ABOUT THIS TASK
Return every line of the data exactly as it stands.

STORED DATA
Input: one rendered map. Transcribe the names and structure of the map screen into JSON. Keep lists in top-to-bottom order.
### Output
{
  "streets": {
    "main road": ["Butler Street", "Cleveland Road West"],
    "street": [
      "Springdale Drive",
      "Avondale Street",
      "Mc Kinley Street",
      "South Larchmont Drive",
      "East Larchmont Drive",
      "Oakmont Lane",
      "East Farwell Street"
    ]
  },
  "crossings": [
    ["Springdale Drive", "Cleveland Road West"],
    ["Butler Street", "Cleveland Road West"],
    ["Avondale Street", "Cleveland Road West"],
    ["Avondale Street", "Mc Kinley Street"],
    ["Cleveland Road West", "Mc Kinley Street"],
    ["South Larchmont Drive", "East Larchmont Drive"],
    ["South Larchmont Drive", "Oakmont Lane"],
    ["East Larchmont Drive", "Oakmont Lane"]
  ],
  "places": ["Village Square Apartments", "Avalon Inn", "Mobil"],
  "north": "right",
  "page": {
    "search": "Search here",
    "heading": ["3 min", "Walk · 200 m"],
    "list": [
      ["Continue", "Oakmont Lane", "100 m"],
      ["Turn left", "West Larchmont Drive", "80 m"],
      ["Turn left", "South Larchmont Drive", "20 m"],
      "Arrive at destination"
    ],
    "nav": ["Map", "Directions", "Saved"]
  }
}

WRITTEN ANSWER
Input: one rendered map. Transcribe the names and structure of the map screen into JSON. Keep lists in top-to-bottom order.
### Output
{
  "streets": {
    "main road": ["Butler Street", "Cleveland Road West"],
    "street": [
      "Springdale Drive",
      "Avondale Street",
      "Mc Kinley Street",
      "South Larchmont Drive",
      "East Larchmont Drive",
      "Oakmont Lane",
      "East Farwell Street"
    ]
  },
  "crossings": [
    ["Springdale Drive", "Cleveland Road West"],
    ["Butler Street", "Cleveland Road West"],
    ["Avondale Street", "Cleveland Road West"],
    ["Avondale Street", "Mc Kinley Street"],
    ["Cleveland Road West", "Mc Kinley Street"],
    ["South Larchmont Drive", "East Larchmont Drive"],
    ["South Larchmont Drive", "Oakmont Lane"],
    ["East Larchmont Drive", "Oakmont Lane"]
  ],
  "places": ["Village Square Apartments", "Avalon Inn", "Mobil"],
  "north": "right",
  "page": {
    "search": "Search here",
    "heading": ["3 min", "Walk · 200 m"],
    "list": [
      ["Continue", "Oakmont Lane", "100 m"],
      ["Turn left", "West Larchmont Drive", "80 m"],
      ["Turn left", "South Larchmont Drive", "20 m"],
      "Arrive at destination"
    ],
    "nav": ["Map", "Directions", "Saved"]
  }
}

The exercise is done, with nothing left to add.